Why these species are on the verge of extinction
A report from the UN noted in May that “nature is declining globally" and “the rate of species extinctions is accelerating"

In May, Deborah Tabart, chairman of the Australian Koala Foundation, a non-profit based in Brisbane, issued a press release that said koalas "may be functionally extinct in the entire landscape of Australia". A spate of news reports in
November reiterated Tabart's claims. The devastating bushfires in Australia in November saw researchers and wildlife charities fearing hundreds of the marsupials might have perished across Australia—reports suggest the toll could be around 1,000. Visuals of a woman rescuing a wailing koala from the flames in New South Wales went viral.
A species can be declared "functionally extinct" in different situations: if it disappears from the fossil records, if its dwindling population can no longer play an important role in the ecosystem, and when the population is no longer viable to reproduce and sustain itself. In an undisturbed habitat, koalas can live up to 10 years, but there has been a steady decline in the number of mature individuals in the species. The reasons vary: urban development, bushfires and habitat destruction.

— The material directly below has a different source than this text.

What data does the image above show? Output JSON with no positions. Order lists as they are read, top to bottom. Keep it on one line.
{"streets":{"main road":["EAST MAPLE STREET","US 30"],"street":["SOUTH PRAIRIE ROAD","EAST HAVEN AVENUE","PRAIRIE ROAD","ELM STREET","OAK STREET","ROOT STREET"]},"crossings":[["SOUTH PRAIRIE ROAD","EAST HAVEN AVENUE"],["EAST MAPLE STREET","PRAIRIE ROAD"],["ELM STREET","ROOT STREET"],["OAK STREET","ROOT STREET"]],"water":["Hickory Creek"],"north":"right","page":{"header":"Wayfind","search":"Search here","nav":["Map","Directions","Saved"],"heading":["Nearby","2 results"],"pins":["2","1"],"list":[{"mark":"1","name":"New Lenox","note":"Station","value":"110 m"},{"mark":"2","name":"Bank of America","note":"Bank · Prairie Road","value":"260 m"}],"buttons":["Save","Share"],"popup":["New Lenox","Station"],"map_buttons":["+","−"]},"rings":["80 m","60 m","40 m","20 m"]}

The marsupial does face threats. However, according to a Guardian report in November, claims that "koalas are functionally extinct were overstated". The National Geographic too said in the same month that koalas are not "functionally extinct—yet".

Koalas are classified as "vulnerable" in the IUCN (International Union for Conservation of Nature) Red List, with the number of mature individuals pegged at around 300,000 in 2014.
But they are not the only species on the brink. The Sumatran rhino, the smallest living rhinoceros, was declared extinct in Malaysia in November. In Kenya, only two female members of the northern white rhinoceros survive, after Sudan, the last male, died in 2018. But scientists are working towards using frozen sperm samples to repopulate the species. The vaquita, a critically endangered marine animal whose name translates to "little cow" in Spanish, is found only in
Mexico's Gulf of California—their population declined from 567 in 1997 to less than 20 in 2019. A subspecies of the giant tortoise native to Ecuador's Pinta Island was classified as extinct in 2012, while the last known male northern white rhino died in Kenya in 2018. In India, less than 10,000 mature individuals of the critically endangered white-rumped vulture remain—they play a key role in the ecosystem.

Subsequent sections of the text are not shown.